A naive implementation will have $\mathcal{O}(nm)$ memory requirements for the cross-attention modules and $\mathcal{O}(n^2)$ complexity for the self-attention or latent blocks, where $n$ is the number of latent vectors (fixed hyperparameter), $m$ the number of input elements and $m \gg n$ should generally apply.
FlashAttention allows a memory usage reduction to $\mathcal{O}(n)$ for the cross-attention layers and $\mathcal{O}(n)$ for the self-attention layers. However, this only accounts for the computation of the attention mechanisms. The input sequence and corresponding keys and values within the cross-attention modules will still grow with $m$.

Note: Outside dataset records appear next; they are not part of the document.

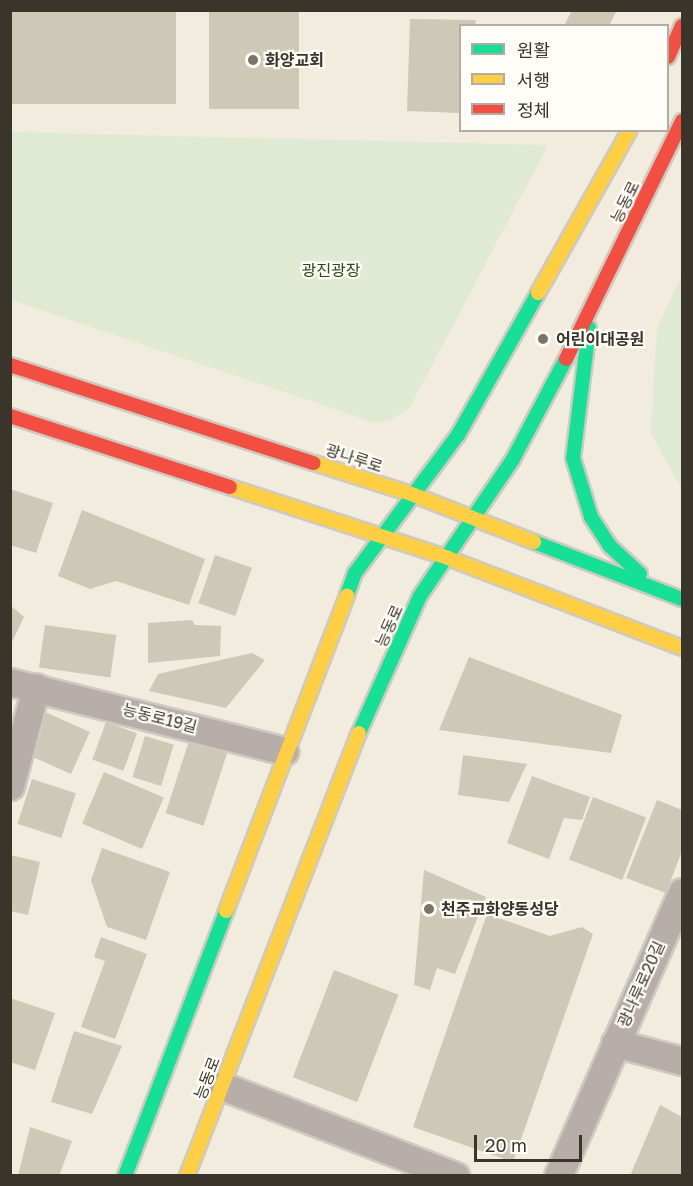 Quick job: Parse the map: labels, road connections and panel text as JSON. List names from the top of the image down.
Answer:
{
  "streets": {
    "main road": ["능동로", "광나루로"],
    "street": ["능동로19길", "광나루로20길"]
  },
  "crossings": [
    ["능동로", "광나루로"],
    ["능동로", "능동로19길"]
  ],
  "parks": ["광진광장"],
  "places": ["화양교회", "어린이대공원", "천주교화양동성당"],
  "legend": ["원활", "서행", "정체"],
  "scale_bar": "20 m"
} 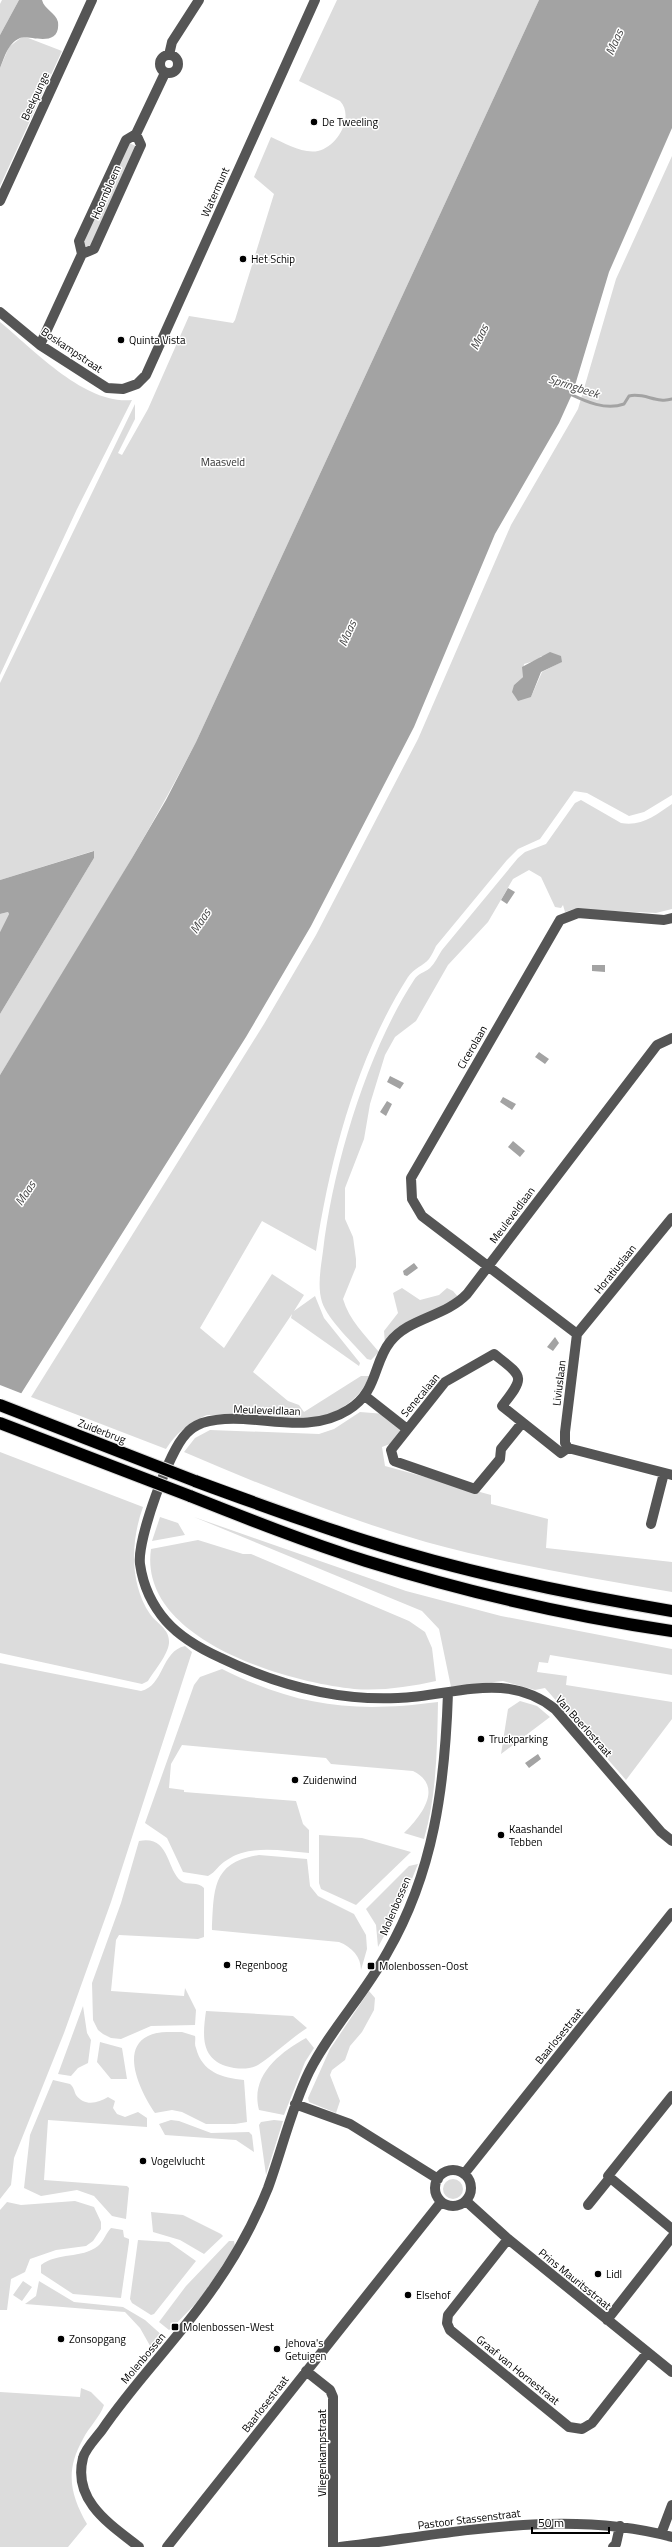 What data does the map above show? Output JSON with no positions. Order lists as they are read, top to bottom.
{
  "streets": {
    "highway": ["Zuiderbrug"],
    "street": [
      "Beekpunge",
      "Hoornbloem",
      "Watermunt",
      "Boskampstraat",
      "Cicerolaan",
      "Meuleveldlaan",
      "Horatiuslaan",
      "Liviuslaan",
      "Senecalaan",
      "Van Boerlostraat",
      "Molenbossen",
      "Baarlosestraat",
      "Prins Mauritsstraat",
      "Graaf van Hornestraat",
      "Vliegenkampstraat",
      "Pastoor Stassenstraat"
    ]
  },
  "crossings": [
    ["Hoornbloem", "Boskampstraat"],
    ["Watermunt", "Boskampstraat"],
    ["Cicerolaan", "Meuleveldlaan"],
    ["Meuleveldlaan", "Senecalaan"],
    ["Meuleveldlaan", "Van Boerlostraat"],
    ["Meuleveldlaan", "Molenbossen"],
    ["Horatiuslaan", "Liviuslaan"],
    ["Liviuslaan", "Senecalaan"],
    ["Van Boerlostraat", "Molenbossen"],
    ["Baarlosestraat", "Prins Mauritsstraat"],
    ["Baarlosestraat", "Vliegenkampstraat"],
    ["Prins Mauritsstraat", "Graaf van Hornestraat"]
  ],
  "water": ["Maas", "Springbeek"],
  "parks": ["Maasveld"],
  "places": {
    "other": [
      "De Tweeling",
      "Het Schip",
      "Quinta Vista",
      "Truckparking",
      "Zuidenwind",
      "Kaashandel Tebben",
      "Regenboog",
      "Vogelvlucht",
      "Lidl",
      "Elsehof",
      "Zonsopgang",
      "Jehova's Getuigen"
    ],
    "transit": ["Molenbossen-Oost", "Molenbossen-West"]
  },
  "scale_bar": "50 m"
} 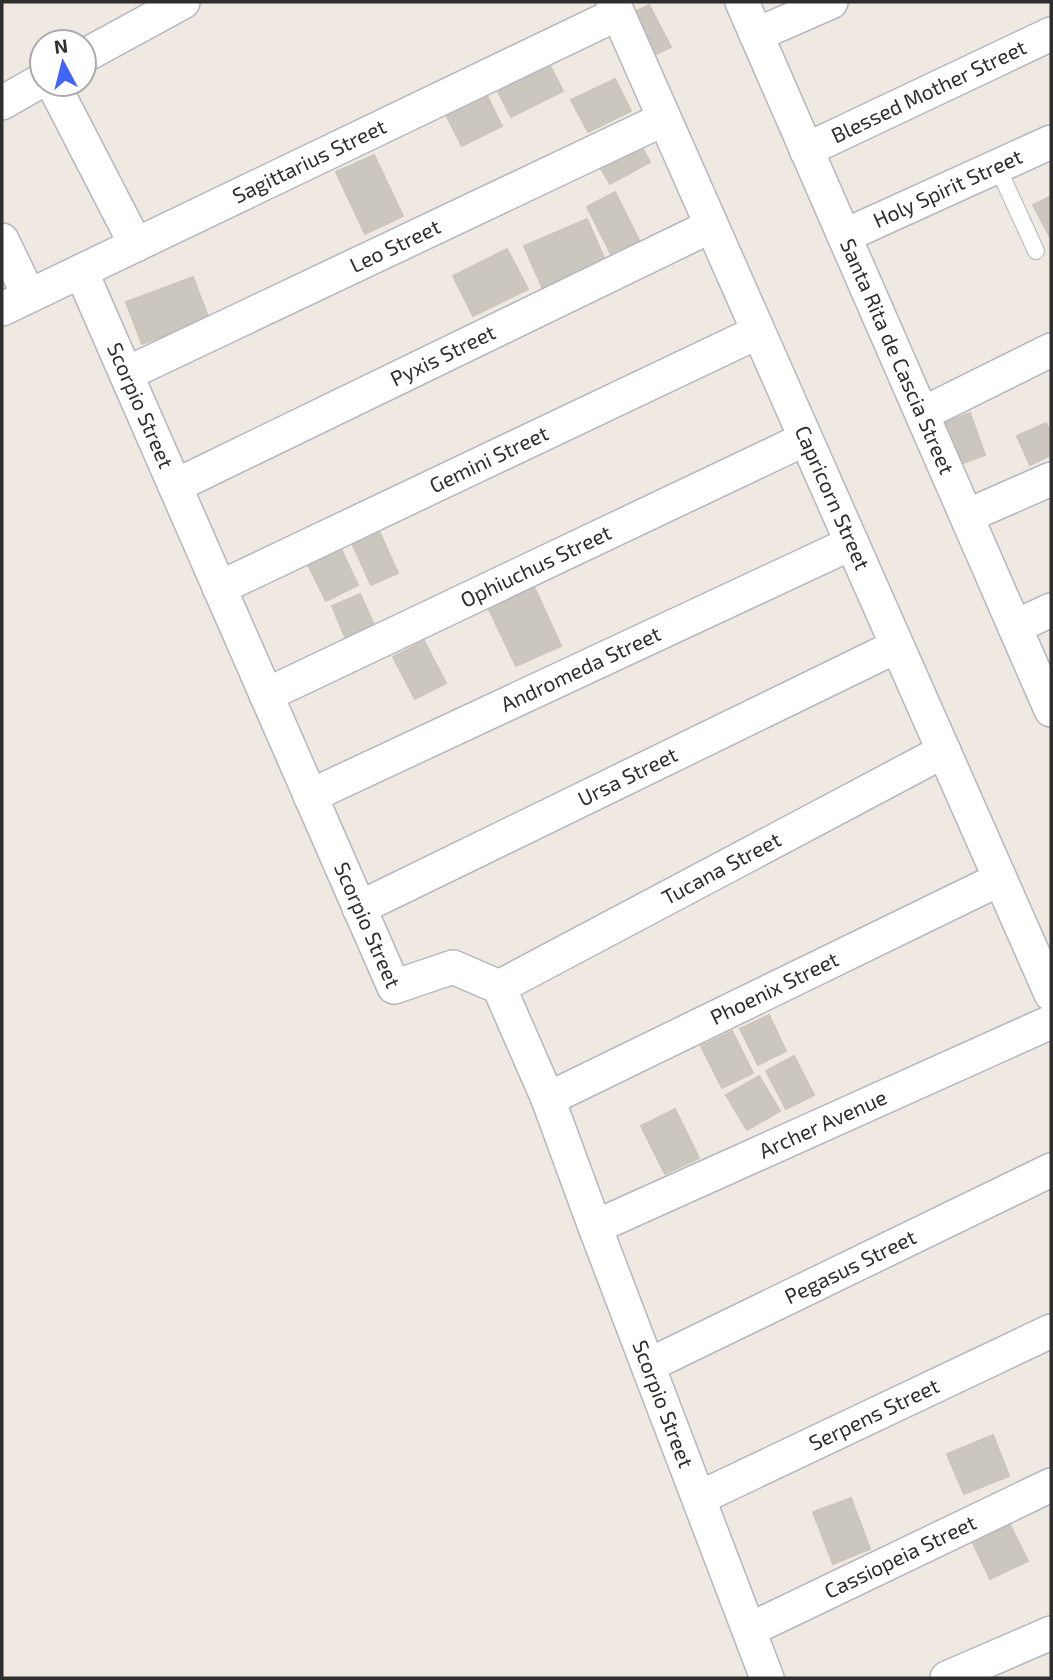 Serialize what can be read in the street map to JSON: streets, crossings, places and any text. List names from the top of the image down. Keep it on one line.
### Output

Until the latter starts to dominate memory usage, this implementation allows to greatly scale the input sequence length. For instance, 16x larger input lengths can be achieved in comparison to perceiver-pytorch on a RTX 4090, keeping the other hyperparameters fixed (see run_benchmarks.py
for the exact configuration).
Benchmarks
Benchmarks against other implementations (currently only perceiver-pytorch
) can be performed with:
python run_benchmarks.py
The script will create a benchmark_results.csv
. The create_plots.py
script can then be used to create plots.
The following plots have been created using a single RTX 4090 with 24GB of VRAM.
Note: The batch size for each configuration corresponds to the smallest value that works for all implementations. Especially for longer sequence lengths, this leads to decreasing GPU utilization and thus a lower speedup than theoretically possible. There are some ways to fix this, but my attempts so far have led to distorted results.
Acknowledgements
The implementation is inspired by lucidrain's Perceiver implementation and would not have been possible without Tri Dao's FlashAttention.
Planned features
These are a few features that are either planned or WIP. If you have urgent demand for some of them, feel free to write an issue:
- Perceiver IO [2] [WIP]
- Perceiver AR [3] (or an AR demo in general)
- Demos [WIP]
- Tests [WIP]
- Allow more flexible cross-attention configurations
- Benchmarks against other Perceiver implementations, e.g. DeepMind's or Krasser's
References
[1] Jaegle, Andrew, Felix Gimeno, Andrew Brock, Andrew Zisserman, Oriol Vinyals, and Joao Carreira. “Perceiver: General Perception with Iterative Attention.” arXiv, June 22, 2021. http://arxiv.org/abs/2103.03206.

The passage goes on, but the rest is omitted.